■ Collected data entries ■
+===+

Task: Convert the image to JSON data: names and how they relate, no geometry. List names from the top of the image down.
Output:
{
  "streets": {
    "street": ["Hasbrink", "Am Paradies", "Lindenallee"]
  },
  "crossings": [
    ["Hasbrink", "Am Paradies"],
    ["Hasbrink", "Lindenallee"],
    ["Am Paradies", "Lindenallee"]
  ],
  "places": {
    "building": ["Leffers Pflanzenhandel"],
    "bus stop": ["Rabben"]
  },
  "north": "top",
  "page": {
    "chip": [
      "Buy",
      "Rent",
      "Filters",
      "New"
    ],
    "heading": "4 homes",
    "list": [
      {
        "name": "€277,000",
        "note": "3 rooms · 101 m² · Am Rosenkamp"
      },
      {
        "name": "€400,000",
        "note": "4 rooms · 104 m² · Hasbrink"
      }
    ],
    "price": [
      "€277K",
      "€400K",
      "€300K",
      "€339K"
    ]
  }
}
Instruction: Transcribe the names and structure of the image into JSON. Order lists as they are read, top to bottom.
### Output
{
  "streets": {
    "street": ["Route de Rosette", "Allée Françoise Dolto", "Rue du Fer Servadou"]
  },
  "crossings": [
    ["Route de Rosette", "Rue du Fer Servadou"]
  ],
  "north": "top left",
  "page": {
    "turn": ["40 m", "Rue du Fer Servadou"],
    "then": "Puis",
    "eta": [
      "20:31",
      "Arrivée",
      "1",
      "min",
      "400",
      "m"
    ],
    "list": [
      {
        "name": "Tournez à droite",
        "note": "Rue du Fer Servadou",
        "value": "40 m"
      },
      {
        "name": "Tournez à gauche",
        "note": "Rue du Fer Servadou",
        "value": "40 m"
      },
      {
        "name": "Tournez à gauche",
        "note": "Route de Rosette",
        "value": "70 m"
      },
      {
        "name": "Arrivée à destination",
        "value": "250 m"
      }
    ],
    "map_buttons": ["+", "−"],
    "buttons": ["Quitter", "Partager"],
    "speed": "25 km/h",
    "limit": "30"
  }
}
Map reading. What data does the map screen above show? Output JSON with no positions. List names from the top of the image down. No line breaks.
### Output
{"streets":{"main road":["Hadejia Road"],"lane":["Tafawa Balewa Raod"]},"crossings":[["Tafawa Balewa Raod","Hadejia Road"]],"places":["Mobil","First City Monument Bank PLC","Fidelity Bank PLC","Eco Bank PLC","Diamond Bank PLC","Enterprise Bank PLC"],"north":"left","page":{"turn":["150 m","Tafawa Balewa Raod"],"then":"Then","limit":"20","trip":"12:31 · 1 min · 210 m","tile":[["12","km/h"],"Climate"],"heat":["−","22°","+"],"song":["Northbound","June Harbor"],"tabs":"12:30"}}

+===+

Wherever the string "image" appears in the entries, copy that line.

■ EXPECTED OUTPUT ■
Task: Convert the image to JSON data: names and how they relate, no geometry. List names from the top of the image down.
Instruction: Transcribe the names and structure of the image into JSON. Order lists as they are read, top to bottom.
Map reading. What data does the map screen above show? Output JSON with no positions. List names from the top of the image down. No line breaks.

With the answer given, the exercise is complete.